Eccentric choroidal neovascularisation may, on occasion present a real diagnostic dilemma particularly, when associated with a retinal detachment, subretinal exudate or haemorrhage. In general, such lesions are present in the elderly age group. The lack of feeder vessels or significant telangiectatic vessels usually serve to distinguish these lesions from vasoproliferative tumours.

Occasionally peripherally located amelanotic melanomas may be confused with vasoproliferative tumours, especially if they are associated with surrounding exudation or haemorrhage. Meticulous clinical examination can usually establish that such tumours are choroidal rather than retinal in origin. Fluorescein angiography and ultrasonography may occasionally be of value in establishing the diagnosis in difficult cases. The use of intraocular biopsy has been advocated in cases wherein the diagnosis cannot be established on clinical grounds.19

Pathology

Histopathologically, vasoproliferative tumours are composed of both glial and vascular elements.1, 2, 20, 21, 22, 23, 24 The glial element appears as a proliferation of slender spindle-shaped cells with eosinophilic cytoplasm and small uniform nuclei which lack pleomorphism. These cells stain positively for glial fibrillary acid protein (GFAP) supporting their glial origin. Mitotic figures are usually absent and the growth fraction, as determined by using MIB-1 antibody, is low.22 Dilated blood vessels, lined with plump endothelial cells and marked hyalinisation of their walls are enmeshed within the spindle-cell matrix. Some of these vessels appear occluded, whereas others remain patent.

Recently, histopathology of an associated macular epiretinal membrane has been reported.25 The membrane was vascularised and had positive immunostaining for both type IV collagen and GFAP (laminocytes). The authors noted that vascularised epiretinal membranes are typically a feature of proliferative diabetic retinopathy and that neovascularisation may be an initiation in the development of this condition.

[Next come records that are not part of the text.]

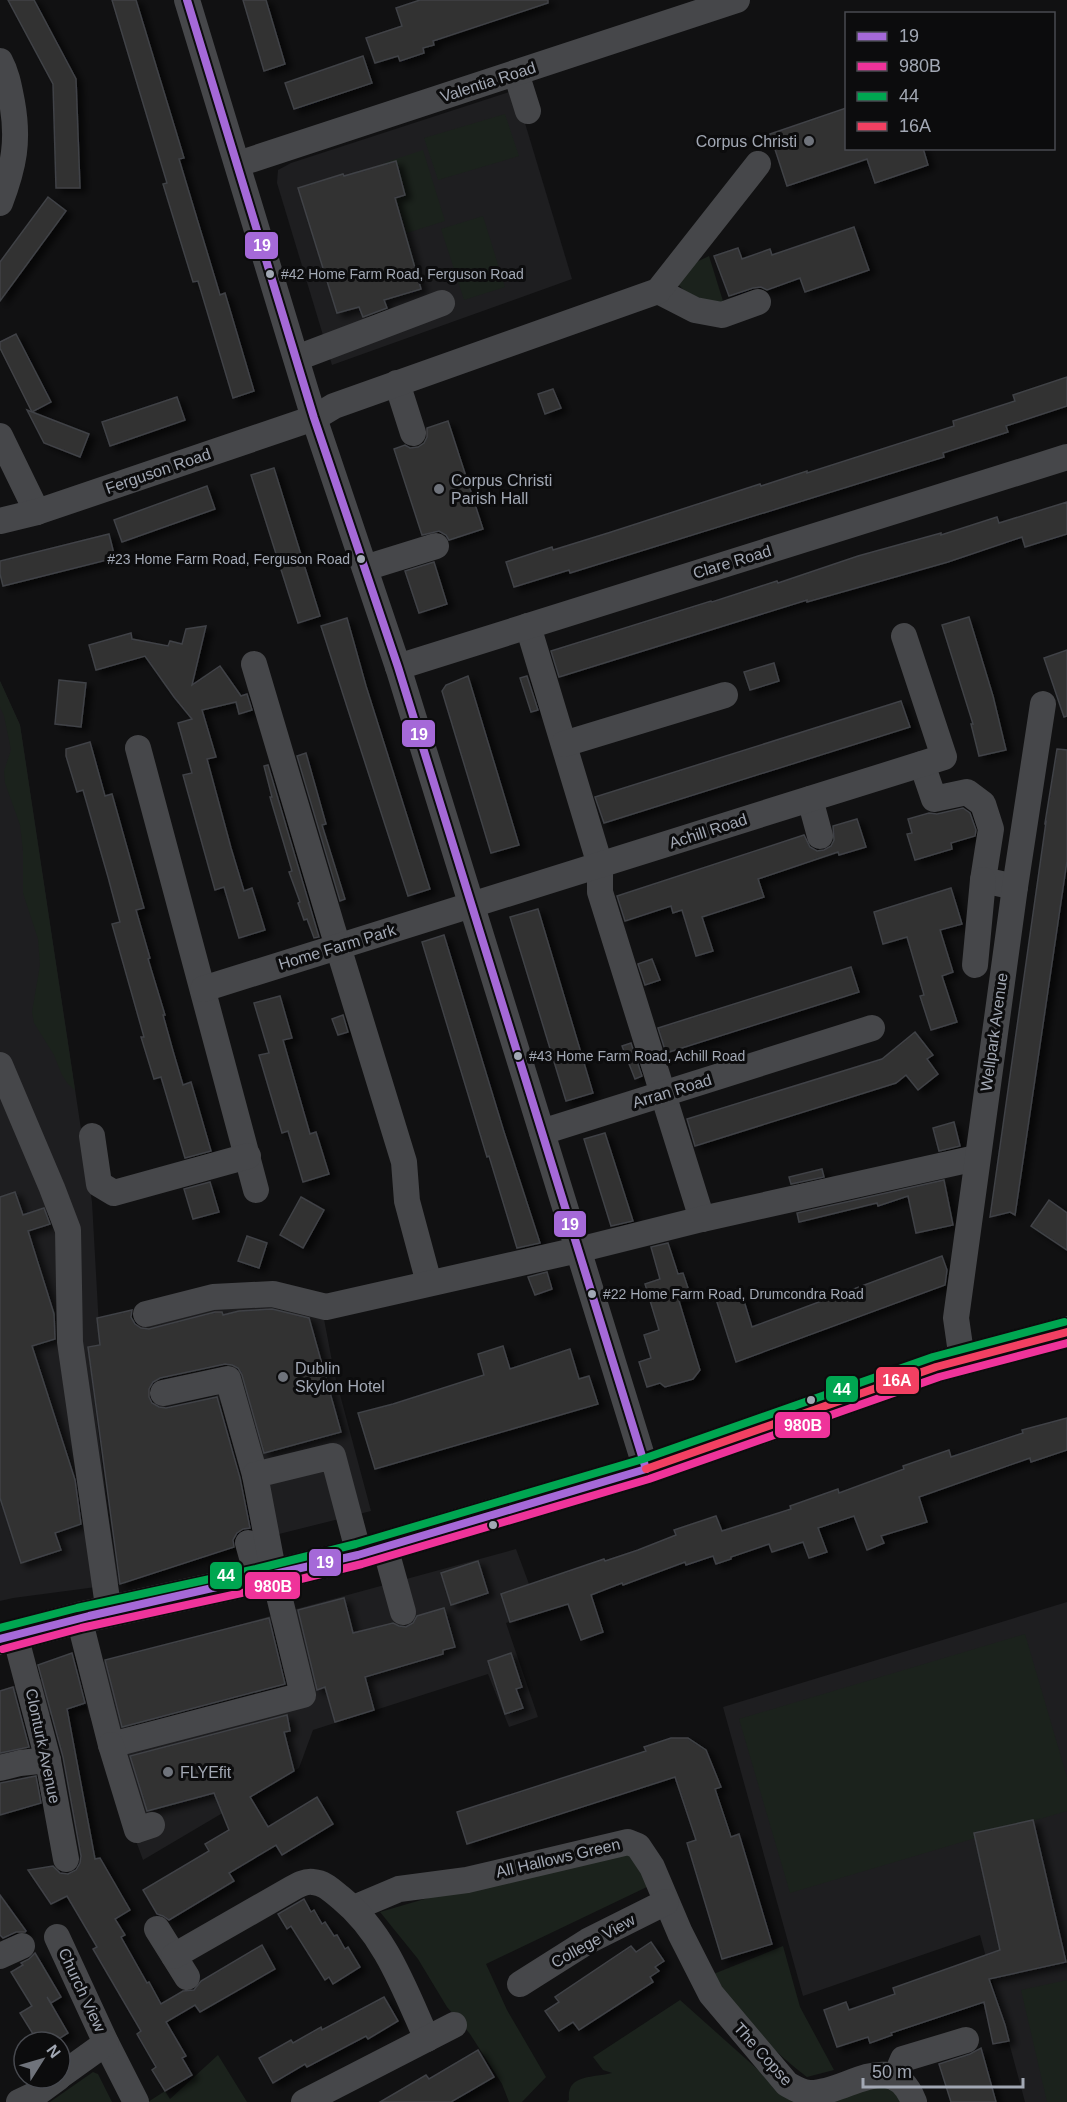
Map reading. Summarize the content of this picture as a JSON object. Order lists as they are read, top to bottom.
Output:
{
  "streets": {
    "street": [
      "Valentia Road",
      "Ferguson Road",
      "Clare Road",
      "Achill Road",
      "Home Farm Park",
      "Wellpark Avenue",
      "Arran Road",
      "Clonturk Avenue",
      "All Hallows Green",
      "College View",
      "Church View",
      "The Copse"
    ]
  },
  "crossings": [
    ["Achill Road", "Home Farm Park"],
    ["All Hallows Green", "College View"],
    ["All Hallows Green", "The Copse"]
  ],
  "places": [
    "Corpus Christi",
    "#42 Home Farm Road, Ferguson Road",
    "Corpus Christi Parish Hall",
    "#23 Home Farm Road, Ferguson Road",
    "#43 Home Farm Road, Achill Road",
    "#22 Home Farm Road, Drumcondra Road",
    "Dublin Skylon Hotel",
    "FLYEfit"
  ],
  "lines": [
    "transit line 19",
    "transit line 44",
    "transit line 16A",
    "transit line 980B"
  ],
  "legend": [
    "19",
    "980B",
    "44",
    "16A"
  ],
  "scale_bar": "50 m",
  "north": "top right"
}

The histological appearances of vasoproliferative tumours have led to the speculation that these lesions are not true tumours, but rather reactive proliferations.20, 21, 22, 23 Indeed, in a recent study Hiscott and Mudhar demonstrated using immunohistochemistry, the presence of retinal pigment epithelial cells in seven out of eight vasoproliferative tumours and associated periretinal membranes. They speculated that vasoproliferative tumours represent part of the spectrum of proliferative vitreoretinopathy.23 Although the development of secondary tumours in association with intraocular inflammation or adjacent to chorioretinal scars would support this notion, it remains unclear what could initiate such a reaction in individuals with primary lesions where there is no concomitant intraocular disease.

Treatment

The relative rarity of retinal vasoproliferative tumours has resulted in a lack of an evidence-based consensus agreement on how best to treat these lesions. Small, asymptomatic peripheral lesions lacking significant exudate or macular involvement can be managed by periodic observation. If the lesion has a significant amount of exudate or detachment and treatment is warranted. Many lesions can be effectively managed using triple freeze thaw transconjunctival cryotherapy.8

Recent studies have also demonstrated that larger lesions can be treated with either ruthenium 10626 or iodine27-plaque brachytherapy. A number of case reports have also appeared in the literature advocating the use of a photodynamic therapy to treat both primary28, 29and secondary10 vasoproliferative tumours. Bevacizumab (Avastin)30 has also been used in the treatment of vasoproliferative tumour, although it is unclear, as yet, whether the initially promising result will be maintained in the long term. Japiassu et al31 recently reported a regression of a vasoproliferative tumour following the use of systemic infliximab to treat a patient suffering from mixed connective tissue disease.

Conflict of interest

The author declares no conflict of interest.